Your task: Every entry must be transcribed exactly as written.

Dataset records:

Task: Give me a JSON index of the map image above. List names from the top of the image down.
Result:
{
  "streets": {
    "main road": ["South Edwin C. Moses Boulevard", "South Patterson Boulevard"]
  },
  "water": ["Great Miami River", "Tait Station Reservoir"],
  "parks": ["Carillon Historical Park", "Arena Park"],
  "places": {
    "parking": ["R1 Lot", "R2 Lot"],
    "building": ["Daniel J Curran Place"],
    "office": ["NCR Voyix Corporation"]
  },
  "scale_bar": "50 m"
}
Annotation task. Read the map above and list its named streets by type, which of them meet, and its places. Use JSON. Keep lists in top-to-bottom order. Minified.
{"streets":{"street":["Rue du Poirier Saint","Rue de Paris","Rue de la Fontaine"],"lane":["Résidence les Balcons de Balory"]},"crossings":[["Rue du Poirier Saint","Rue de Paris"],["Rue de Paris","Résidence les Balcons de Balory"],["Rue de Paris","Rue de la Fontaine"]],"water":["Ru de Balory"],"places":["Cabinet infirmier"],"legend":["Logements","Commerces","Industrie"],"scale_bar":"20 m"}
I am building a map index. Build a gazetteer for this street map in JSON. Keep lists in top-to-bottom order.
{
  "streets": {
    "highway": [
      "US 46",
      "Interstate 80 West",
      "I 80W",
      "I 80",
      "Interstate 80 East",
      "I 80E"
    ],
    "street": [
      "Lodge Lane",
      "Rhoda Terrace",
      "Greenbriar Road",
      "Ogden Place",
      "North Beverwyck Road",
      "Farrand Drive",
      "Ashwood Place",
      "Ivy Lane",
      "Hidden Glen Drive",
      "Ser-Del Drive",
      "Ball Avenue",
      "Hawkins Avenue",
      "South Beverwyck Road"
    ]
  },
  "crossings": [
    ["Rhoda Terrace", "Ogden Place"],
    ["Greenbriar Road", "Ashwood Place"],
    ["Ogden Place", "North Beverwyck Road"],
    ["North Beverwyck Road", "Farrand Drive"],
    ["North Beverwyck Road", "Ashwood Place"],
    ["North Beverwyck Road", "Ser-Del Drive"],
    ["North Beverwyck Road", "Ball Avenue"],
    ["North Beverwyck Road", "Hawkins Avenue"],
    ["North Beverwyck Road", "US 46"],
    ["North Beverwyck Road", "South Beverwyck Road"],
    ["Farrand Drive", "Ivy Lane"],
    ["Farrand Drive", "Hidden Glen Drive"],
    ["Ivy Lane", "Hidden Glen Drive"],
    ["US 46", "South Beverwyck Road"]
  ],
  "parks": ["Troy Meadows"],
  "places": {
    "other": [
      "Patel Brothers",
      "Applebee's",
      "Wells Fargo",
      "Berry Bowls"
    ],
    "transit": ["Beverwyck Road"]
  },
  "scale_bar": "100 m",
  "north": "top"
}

Solved problem:
Task: Give me a JSON index of the map image above. List names from the top of the image down.
Result:
{
  "streets": {
    "main road": ["South Edwin C. Moses Boulevard", "South Patterson Boulevard"]
  },
  "water": ["Great Miami River", "Tait Station Reservoir"],
  "parks": ["Carillon Historical Park", "Arena Park"],
  "places": {
    "parking": ["R1 Lot", "R2 Lot"],
    "building": ["Daniel J Curran Place"],
    "office": ["NCR Voyix Corporation"]
  },
  "scale_bar": "50 m"
}
Annotation task. Read the map above and list its named streets by type, which of them meet, and its places. Use JSON. Keep lists in top-to-bottom order. Minified.
{"streets":{"street":["Rue du Poirier Saint","Rue de Paris","Rue de la Fontaine"],"lane":["Résidence les Balcons de Balory"]},"crossings":[["Rue du Poirier Saint","Rue de Paris"],["Rue de Paris","Résidence les Balcons de Balory"],["Rue de Paris","Rue de la Fontaine"]],"water":["Ru de Balory"],"places":["Cabinet infirmier"],"legend":["Logements","Commerces","Industrie"],"scale_bar":"20 m"}
I am building a map index. Build a gazetteer for this street map in JSON. Keep lists in top-to-bottom order.
{
  "streets": {
    "highway": [
      "US 46",
      "Interstate 80 West",
      "I 80W",
      "I 80",
      "Interstate 80 East",
      "I 80E"
    ],
    "street": [
      "Lodge Lane",
      "Rhoda Terrace",
      "Greenbriar Road",
      "Ogden Place",
      "North Beverwyck Road",
      "Farrand Drive",
      "Ashwood Place",
      "Ivy Lane",
      "Hidden Glen Drive",
      "Ser-Del Drive",
      "Ball Avenue",
      "Hawkins Avenue",
      "South Beverwyck Road"
    ]
  },
  "crossings": [
    ["Rhoda Terrace", "Ogden Place"],
    ["Greenbriar Road", "Ashwood Place"],
    ["Ogden Place", "North Beverwyck Road"],
    ["North Beverwyck Road", "Farrand Drive"],
    ["North Beverwyck Road", "Ashwood Place"],
    ["North Beverwyck Road", "Ser-Del Drive"],
    ["North Beverwyck Road", "Ball Avenue"],
    ["North Beverwyck Road", "Hawkins Avenue"],
    ["North Beverwyck Road", "US 46"],
    ["North Beverwyck Road", "South Beverwyck Road"],
    ["Farrand Drive", "Ivy Lane"],
    ["Farrand Drive", "Hidden Glen Drive"],
    ["Ivy Lane", "Hidden Glen Drive"],
    ["US 46", "South Beverwyck Road"]
  ],
  "parks": ["Troy Meadows"],
  "places": {
    "other": [
      "Patel Brothers",
      "Applebee's",
      "Wells Fargo",
      "Berry Bowls"
    ],
    "transit": ["Beverwyck Road"]
  },
  "scale_bar": "100 m",
  "north": "top"
}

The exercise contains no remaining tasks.